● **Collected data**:
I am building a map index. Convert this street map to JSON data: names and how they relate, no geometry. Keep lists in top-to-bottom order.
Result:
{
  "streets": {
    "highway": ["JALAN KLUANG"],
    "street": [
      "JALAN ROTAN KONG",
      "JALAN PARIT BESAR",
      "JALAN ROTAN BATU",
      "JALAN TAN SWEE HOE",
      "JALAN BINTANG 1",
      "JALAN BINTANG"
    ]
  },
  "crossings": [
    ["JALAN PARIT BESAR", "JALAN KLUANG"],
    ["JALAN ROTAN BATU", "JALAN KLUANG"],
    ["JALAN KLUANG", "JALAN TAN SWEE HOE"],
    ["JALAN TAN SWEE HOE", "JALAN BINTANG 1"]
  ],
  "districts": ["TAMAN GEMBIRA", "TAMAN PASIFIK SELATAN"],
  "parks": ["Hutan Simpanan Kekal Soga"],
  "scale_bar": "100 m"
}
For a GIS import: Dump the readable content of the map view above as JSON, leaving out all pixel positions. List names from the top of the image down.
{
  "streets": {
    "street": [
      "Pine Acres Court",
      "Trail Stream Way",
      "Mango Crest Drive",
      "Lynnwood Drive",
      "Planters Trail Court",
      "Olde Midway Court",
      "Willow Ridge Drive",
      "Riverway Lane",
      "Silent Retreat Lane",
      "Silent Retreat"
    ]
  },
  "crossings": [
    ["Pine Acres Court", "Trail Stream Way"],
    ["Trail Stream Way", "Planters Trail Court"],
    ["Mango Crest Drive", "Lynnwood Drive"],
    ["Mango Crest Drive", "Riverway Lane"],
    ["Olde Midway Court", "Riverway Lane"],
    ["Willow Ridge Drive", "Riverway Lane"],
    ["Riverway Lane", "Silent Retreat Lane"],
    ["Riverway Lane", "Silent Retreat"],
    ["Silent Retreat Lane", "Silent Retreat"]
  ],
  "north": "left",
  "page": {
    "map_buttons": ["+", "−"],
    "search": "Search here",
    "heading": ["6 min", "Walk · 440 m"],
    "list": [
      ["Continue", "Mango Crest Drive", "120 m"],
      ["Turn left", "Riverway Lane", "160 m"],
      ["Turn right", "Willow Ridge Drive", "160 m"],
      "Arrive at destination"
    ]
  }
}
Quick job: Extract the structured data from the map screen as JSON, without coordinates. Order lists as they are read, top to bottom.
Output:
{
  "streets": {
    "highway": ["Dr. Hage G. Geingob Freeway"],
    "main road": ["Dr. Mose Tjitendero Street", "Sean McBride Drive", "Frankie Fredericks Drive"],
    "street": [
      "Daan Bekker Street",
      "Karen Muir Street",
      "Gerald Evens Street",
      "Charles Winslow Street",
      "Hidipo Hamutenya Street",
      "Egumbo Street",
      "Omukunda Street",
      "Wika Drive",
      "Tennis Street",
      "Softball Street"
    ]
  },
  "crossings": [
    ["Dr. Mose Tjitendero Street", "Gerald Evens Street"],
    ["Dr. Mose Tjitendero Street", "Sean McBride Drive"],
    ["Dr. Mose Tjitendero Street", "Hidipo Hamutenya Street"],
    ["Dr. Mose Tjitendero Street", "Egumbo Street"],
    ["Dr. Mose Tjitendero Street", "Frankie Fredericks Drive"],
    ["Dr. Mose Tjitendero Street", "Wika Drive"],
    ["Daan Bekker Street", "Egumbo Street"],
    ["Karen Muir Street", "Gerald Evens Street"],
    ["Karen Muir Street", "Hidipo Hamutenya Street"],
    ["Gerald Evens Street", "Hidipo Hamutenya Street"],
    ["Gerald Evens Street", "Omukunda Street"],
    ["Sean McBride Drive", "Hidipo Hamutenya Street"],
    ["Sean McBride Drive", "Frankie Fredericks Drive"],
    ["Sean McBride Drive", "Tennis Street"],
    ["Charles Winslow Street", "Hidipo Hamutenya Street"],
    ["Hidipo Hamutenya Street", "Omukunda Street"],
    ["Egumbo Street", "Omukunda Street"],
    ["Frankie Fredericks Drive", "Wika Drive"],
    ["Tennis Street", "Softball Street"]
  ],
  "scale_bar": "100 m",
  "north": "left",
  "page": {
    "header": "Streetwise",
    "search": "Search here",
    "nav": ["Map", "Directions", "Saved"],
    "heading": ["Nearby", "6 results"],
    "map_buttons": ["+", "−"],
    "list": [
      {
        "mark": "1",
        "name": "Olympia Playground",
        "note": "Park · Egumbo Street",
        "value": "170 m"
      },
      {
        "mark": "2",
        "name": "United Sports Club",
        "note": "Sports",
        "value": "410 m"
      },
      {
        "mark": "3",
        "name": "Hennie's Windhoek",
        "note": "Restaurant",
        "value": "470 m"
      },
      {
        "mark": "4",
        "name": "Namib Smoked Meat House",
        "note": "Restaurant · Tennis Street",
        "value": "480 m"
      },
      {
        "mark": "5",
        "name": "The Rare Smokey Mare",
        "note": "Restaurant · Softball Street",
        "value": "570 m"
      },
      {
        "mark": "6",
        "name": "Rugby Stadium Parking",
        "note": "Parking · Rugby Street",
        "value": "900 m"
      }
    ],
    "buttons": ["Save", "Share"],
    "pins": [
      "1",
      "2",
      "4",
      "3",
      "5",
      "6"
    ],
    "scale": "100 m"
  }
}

● **WHAT YOU SHOULD DO**: Lines with the word "JALAN" in them are the answer; report each one from the data.

● **TASK SOLUTION**:
    "highway": ["JALAN KLUANG"],
      "JALAN ROTAN KONG",
      "JALAN PARIT BESAR",
      "JALAN ROTAN BATU",
      "JALAN TAN SWEE HOE",
      "JALAN BINTANG 1",
      "JALAN BINTANG"
    ["JALAN PARIT BESAR", "JALAN KLUANG"],
    ["JALAN ROTAN BATU", "JALAN KLUANG"],
    ["JALAN KLUANG", "JALAN TAN SWEE HOE"],
    ["JALAN TAN SWEE HOE", "JALAN BINTANG 1"]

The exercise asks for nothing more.